Electric Shadow

SXSW08: Super High Me

I first met Michael Blieden five years ago when he came to SXSW 2003 with a wonderful film he wrote that Bob Odenkirk directed called Melvin Goes to Dinner. He returned a couple years later to SXSW 2005 with his own directorial debut, a doc called The Comedians of Comedy that followed Patton Oswalt, Brian Posehn, Maria Bamford, and Zach Galifianakis on a different kind of comedy tour than the plethora of other docs that end with "of Comedy". Both projects involved a select number of people talking about things that are important to them, why they're important, and why it matters in the grand scheme of things.

The moment I became aware of Super High Me's existence, my first thought was "I remember some kid making a joke about how he should do Super Size Me but for pot and he'd get paid to get high" coming out of the Super Size Me screening at SXSW 2004. Then I found out Doug Benson was the subject of the movie.

Then I found out Blieden directed it and I decided I had to see it, completely blind.

As I prefaced a review of an Obama documentary last week, I have to add a disclaimer here too: I don't smoke pot and think it should be decriminalized, but at the same time, I don't want people lighting a joint in public. Of course, I don't think we should have people just strolling the streets blowing tobacco smoke around either.

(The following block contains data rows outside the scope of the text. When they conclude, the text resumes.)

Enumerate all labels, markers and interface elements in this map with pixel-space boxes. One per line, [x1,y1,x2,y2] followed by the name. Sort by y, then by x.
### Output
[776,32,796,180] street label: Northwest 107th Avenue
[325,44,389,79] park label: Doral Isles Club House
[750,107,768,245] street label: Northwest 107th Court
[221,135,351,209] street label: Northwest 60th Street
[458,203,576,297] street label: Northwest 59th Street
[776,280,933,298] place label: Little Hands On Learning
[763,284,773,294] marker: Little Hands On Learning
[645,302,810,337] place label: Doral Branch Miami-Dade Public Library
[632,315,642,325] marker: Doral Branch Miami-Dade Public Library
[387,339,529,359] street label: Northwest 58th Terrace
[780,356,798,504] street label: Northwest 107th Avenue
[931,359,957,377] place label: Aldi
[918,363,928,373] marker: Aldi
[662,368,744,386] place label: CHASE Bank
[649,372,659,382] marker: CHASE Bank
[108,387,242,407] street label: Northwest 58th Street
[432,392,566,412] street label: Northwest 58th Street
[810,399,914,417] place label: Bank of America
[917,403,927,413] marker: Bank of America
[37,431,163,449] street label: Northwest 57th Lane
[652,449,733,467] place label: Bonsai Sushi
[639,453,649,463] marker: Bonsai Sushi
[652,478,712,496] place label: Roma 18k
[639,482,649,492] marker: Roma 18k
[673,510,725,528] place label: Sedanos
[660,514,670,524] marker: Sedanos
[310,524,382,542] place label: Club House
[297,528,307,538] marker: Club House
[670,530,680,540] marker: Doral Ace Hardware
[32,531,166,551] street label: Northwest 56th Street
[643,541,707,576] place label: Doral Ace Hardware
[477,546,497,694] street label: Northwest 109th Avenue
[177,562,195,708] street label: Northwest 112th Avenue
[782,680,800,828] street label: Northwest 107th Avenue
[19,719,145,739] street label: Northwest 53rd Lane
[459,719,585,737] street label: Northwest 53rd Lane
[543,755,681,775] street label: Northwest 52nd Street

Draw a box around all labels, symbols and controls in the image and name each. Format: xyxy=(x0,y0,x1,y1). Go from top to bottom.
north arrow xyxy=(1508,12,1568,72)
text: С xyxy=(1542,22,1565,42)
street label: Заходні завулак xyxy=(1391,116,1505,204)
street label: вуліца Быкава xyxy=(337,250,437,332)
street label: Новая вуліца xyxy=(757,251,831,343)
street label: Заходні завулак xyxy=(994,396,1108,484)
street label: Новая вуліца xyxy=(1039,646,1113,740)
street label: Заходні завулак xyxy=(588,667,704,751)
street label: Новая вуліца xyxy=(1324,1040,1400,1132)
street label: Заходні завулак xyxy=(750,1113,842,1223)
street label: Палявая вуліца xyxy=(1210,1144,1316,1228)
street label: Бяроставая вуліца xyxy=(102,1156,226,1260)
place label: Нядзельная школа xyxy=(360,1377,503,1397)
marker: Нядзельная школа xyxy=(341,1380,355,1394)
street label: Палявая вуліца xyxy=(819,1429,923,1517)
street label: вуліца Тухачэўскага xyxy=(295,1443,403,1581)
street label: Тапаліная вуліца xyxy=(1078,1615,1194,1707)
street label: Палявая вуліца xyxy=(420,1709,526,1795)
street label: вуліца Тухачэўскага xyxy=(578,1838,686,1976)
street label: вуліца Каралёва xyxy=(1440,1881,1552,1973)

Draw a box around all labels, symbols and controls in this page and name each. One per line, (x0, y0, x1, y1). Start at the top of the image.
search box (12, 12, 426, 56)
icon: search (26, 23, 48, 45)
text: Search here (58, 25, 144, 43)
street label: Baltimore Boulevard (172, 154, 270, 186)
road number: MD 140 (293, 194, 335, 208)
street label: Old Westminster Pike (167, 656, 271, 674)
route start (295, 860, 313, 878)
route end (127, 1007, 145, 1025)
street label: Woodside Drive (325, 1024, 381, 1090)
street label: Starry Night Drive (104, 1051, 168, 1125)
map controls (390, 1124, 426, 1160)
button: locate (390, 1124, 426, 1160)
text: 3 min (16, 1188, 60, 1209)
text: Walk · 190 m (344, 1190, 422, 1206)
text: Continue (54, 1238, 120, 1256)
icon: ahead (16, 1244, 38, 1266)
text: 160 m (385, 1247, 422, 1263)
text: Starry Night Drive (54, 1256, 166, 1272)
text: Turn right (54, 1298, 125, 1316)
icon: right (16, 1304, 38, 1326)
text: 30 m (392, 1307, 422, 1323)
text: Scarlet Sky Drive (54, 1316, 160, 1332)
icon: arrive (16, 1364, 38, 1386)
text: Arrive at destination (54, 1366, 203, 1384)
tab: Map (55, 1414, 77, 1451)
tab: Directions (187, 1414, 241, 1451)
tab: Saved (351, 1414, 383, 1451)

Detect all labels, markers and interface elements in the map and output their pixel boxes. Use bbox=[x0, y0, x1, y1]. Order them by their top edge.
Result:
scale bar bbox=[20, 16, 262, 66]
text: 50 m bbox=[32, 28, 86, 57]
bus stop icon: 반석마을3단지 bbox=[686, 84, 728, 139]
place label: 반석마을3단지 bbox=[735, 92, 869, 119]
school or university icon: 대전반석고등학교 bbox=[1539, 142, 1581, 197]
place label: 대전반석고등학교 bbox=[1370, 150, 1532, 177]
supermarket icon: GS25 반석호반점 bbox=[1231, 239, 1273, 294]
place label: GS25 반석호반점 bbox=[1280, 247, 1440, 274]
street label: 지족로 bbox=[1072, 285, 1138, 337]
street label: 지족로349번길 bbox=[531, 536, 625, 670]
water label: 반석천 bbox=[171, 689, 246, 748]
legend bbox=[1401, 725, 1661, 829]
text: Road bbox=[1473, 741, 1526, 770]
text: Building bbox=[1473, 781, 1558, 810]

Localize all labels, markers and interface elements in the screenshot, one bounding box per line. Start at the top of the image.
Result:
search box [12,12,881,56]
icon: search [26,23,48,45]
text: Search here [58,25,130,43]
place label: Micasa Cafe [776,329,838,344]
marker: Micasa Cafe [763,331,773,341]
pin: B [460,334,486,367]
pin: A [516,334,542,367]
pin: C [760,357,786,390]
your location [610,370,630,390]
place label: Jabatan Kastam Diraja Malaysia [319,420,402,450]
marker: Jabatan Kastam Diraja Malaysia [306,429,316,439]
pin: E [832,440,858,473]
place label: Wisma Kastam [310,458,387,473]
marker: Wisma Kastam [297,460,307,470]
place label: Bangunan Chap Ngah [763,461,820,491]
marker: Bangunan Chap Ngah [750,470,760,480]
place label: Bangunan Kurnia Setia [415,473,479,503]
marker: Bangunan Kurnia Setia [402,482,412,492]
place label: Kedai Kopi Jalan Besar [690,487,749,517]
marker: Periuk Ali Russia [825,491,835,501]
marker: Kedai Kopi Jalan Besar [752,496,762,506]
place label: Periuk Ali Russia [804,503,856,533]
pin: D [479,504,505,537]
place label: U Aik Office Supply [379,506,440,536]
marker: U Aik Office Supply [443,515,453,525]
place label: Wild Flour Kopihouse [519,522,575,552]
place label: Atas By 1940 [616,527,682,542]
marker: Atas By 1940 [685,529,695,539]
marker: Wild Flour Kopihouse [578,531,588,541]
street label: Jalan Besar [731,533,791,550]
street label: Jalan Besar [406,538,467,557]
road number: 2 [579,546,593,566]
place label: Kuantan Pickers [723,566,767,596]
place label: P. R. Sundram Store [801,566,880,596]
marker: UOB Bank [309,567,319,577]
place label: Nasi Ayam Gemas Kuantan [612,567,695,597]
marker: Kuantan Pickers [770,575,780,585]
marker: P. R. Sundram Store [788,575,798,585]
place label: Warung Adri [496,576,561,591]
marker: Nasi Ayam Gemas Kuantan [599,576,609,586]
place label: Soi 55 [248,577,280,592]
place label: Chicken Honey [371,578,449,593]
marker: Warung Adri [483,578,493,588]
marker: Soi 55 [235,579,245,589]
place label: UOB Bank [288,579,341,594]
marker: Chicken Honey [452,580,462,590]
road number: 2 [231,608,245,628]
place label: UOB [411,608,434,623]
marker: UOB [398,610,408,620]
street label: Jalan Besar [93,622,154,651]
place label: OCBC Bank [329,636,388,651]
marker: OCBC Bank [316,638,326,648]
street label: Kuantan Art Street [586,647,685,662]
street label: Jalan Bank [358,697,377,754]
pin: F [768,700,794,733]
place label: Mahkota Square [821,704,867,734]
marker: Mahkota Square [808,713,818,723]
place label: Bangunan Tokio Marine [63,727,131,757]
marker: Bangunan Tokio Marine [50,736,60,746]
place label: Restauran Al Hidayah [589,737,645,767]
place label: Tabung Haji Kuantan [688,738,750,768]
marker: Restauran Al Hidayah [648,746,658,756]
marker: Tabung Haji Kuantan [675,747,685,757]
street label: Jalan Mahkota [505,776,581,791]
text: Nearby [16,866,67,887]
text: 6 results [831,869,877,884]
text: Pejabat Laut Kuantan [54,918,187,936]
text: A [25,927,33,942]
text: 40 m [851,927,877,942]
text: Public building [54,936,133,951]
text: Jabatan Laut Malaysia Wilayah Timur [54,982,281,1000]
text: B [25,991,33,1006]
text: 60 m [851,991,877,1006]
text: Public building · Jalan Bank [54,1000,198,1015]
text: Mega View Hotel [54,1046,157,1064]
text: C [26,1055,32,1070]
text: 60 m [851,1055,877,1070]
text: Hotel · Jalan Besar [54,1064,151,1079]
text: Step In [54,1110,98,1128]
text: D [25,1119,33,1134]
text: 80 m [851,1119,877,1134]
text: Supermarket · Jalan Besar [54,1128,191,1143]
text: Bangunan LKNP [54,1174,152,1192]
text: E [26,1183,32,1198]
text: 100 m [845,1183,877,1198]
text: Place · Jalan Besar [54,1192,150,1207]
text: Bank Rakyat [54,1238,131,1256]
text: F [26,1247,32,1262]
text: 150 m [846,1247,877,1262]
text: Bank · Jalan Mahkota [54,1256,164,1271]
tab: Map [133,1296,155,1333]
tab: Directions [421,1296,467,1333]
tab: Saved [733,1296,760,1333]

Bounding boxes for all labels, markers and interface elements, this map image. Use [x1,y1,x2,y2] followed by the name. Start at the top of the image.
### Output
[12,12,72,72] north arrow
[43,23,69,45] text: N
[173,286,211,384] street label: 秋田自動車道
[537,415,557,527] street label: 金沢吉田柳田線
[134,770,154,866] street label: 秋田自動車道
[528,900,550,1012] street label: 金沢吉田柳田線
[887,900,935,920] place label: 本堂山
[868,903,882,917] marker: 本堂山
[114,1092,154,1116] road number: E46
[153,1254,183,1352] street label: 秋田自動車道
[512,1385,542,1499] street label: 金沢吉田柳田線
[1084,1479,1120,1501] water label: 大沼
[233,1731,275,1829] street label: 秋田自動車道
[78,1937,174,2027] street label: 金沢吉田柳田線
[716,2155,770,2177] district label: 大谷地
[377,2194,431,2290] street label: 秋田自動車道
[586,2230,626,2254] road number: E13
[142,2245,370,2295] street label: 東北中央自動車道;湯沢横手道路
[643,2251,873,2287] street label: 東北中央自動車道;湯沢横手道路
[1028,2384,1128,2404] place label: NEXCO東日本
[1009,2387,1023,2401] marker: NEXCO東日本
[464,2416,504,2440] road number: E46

Economically speaking, legalizing and regulating the sale of marijuana would do wonders for the flagging US economy, as well as transform the paper industry, since non-"drug" hemp is a lot faster to renew than the wood pulp used for most paper these days. If people want the US to really "go green" it must start with how and what resources we use. Where the US goes, the world will follow.

People should be free to do whatever they please with their lungs and mental state, but it's my air just as much as it is yours. If you want to complain about where you can and can't smoke your dried leaf product of choice and enjoy another activity, like drink or watch a movie or eat dinner, that's the beauty of a market economy: somebody will build a business model around it.

The other thing I can't always get behind pot docs about is to some extent promoting the idea that getting stoned all the time isn't a major detriment to leading a productive life. The great thing to teach people is an ok way of living life just like any perpetual, anti-productive behavior...notice I said nothing about addiction.

Liking Blieden's previous work got me interested in seeing it past my personal barrier of it being "another pot doc" that says the same stuff, but...like, different, you know?

The bet pays off in spades, because Blieden and Benson do more with the material than just Super Size Me with marijuana, really digging in to some of the capitalist hypocrisy of ongoing US domestic policy with regard to pot. Highly recommended, no pun intended.